CDWatson · March 29, 2021, 10:25am

And to clarify on my note, yes all the images are visualised this way. My note was just to point out that the first image was not the same image as displayed in the bottom but two randomly selected images from the before and after stage. Here is an example of the same image before and after the process:

Before:

After:

As you can see the pattern does match for both images, however the precise colour is lost due to the thresholding effect.

CDWatson · March 29, 2021, 2:08pm

I have realised this isn’t an issue with ToTensor but rather an issue with loading the images with ImageFolder.
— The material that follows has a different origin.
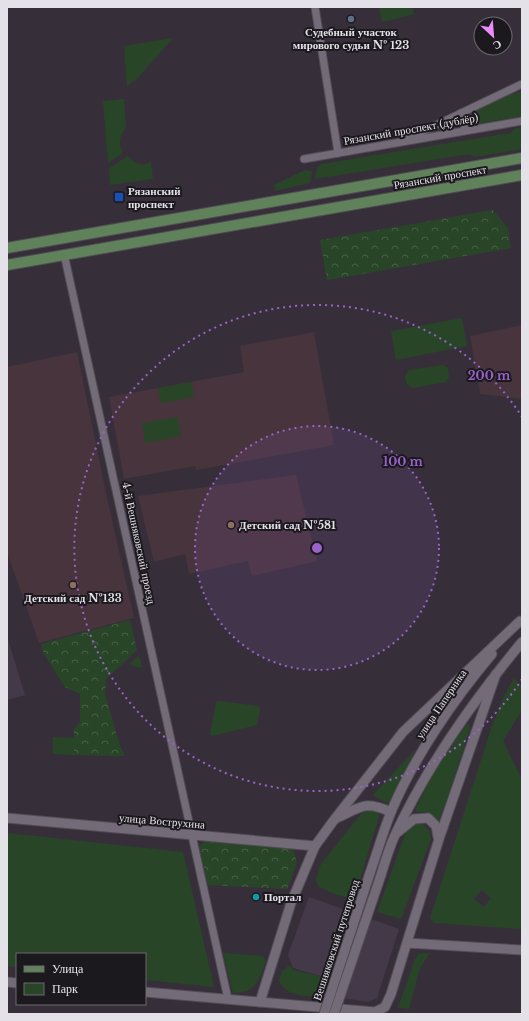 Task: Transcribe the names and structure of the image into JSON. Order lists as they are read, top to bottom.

The images I am loading are 256x256, however when loaded with ImageFolder they become 3x256x256, why is it adding this dimension?

ptrblck · March 29, 2021, 4:07pm

By default the pil_loader would be used, which returns images in RGB and thus adds the channel.
You could provide another loader to ImageFolder and make sure the images are loaded in the desired format.

CDWatson · March 29, 2021, 4:26pm

What would be an appropriate loader for grayscale Tif files?

ptrblck · March 30, 2021, 4:46am

Could you try to load some example images directly via PIL.Image.open and see, if numpy arrays would have the expected shape?
If so, you could provide a custom loader function instead of the pil_loader and just remove the convert('RGB').